Ana Benevides, de 23 anos, morreu devido uma hemorragia pulmonar. Assim como atingem o cérebro ou membros inferiores, o evento vascular hemorrágico, quando uma ou mais artérias se rompem, ou isquêmico em que ocorre a obstrução, pode acontecer em qualquer região. Então, a desidratação e alta temperatura oferecem maior perigo, ainda mais para quem já sofre com problemas de coagulação.
O fato é que nosso organismo não é preparado para suportar temperaturas muito altas. É normal se sentir fraco e cansado, principalmente crianças e idosos, mas todos, sem exceção, devem redobrar a atenção com a hidratação e proteção solar mecânica (uso de guarda-sol, bonés e roupas adequadas) para evitar insolação e outros problemas de saúde mais graves.
O problema é que as pessoas não têm o hábito de beber água; só o fazem ao sentir sede, mas, quando sentem, é sinal de que o corpo já está desidratando. Além disso, alimentos muito doces, ricos em sal e bebidas alcoólicas agravam a desidratação em vez de ajudar. Então, aquele chopinho em dias de muito calor, por exemplo, deve ser intercalado com generosos copos de água para evitar uma desidratação. Sucos, sorvetes, podem até ajudar a refrescar, mas nada substitui a boa e velha água — de preferência, gelada, para ajudar a baixar a temperatura do corpo.

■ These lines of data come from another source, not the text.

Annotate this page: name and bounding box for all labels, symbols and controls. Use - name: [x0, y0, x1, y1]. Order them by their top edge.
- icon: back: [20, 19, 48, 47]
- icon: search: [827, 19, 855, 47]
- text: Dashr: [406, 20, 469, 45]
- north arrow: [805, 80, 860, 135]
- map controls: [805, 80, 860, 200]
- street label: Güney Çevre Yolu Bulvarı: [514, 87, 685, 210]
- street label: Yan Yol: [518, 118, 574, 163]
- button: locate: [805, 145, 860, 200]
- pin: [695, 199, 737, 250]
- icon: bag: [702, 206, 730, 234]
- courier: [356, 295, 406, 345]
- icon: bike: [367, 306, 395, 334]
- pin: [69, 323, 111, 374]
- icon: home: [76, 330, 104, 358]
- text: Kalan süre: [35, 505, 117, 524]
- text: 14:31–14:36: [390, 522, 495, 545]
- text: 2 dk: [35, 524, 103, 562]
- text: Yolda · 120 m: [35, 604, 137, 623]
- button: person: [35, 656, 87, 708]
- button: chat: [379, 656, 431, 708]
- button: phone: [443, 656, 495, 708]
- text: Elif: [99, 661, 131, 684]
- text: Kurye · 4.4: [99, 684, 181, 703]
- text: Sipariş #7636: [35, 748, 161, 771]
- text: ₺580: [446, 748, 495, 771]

Existe uma recomendação geral de 30 ml por quilo, ou seja, uma pessoa de 70 quilos deveria tomar pouco mais de 2 litros ao dia. Manter-se hidratado é importante porque a água transporta as substâncias no nosso corpo, tanto para nos alimentar quanto para eliminar resíduos pela urina e manter nosso sangue circulando de forma regular.
Além da sede, outros sinais podem indicar que você precisa aumentar a ingestão de água:
— urina escura e com odor mais forte: isso acontece porque, quando ingerimos pouca água, a concentração de ureia aumenta; quanto mais clara a urina, melhor;
— suor com cheiro forte: sinal de que seu corpo não está liberando toxinas de forma eficiente;
— prisão de ventre: nosso intestino precisa estar hidratado para trabalhar corretamente;
— cansaço e irritabilidade: sinais de que o sistema nervoso já está sendo afetado pela desidratação e que algumas proteínas não estão sendo quebradas (hidrolisadas), o que também pode afetar a produção hormonal;
— dor de cabeça e tontura: sintomas que podem indicar perigo de AVC! É um sinal de que há uma contração dos vasos sanguíneos do cérebro, que é um dos órgãos que mais demanda água. Esses sinais indicam uma desidratação já avançada e não podem ser ignorados!
Manter-se hidratado, não se expor a altas temperaturas, alimentar-se bem e de forma saudável, praticar exercícios frequentemente e controlar as doenças e condições preexistentes, como cardiopatias (hipertensão) e diabetes, são as melhores formas de se prevenir o AVC e a trombose em qualquer ocasião. Mas é importante redobrar os cuidados na temporada de calor que vem chegando por aí.
Orlando Maia é neurocirurgião, ex-presidente na Sociedade de Neurocirurgia-RJ, chefe do serviço de Neurocirurgia e Endovascular do Hospital Santa Tereza (Petrópolis) e diretor do Interneuro, na Barra.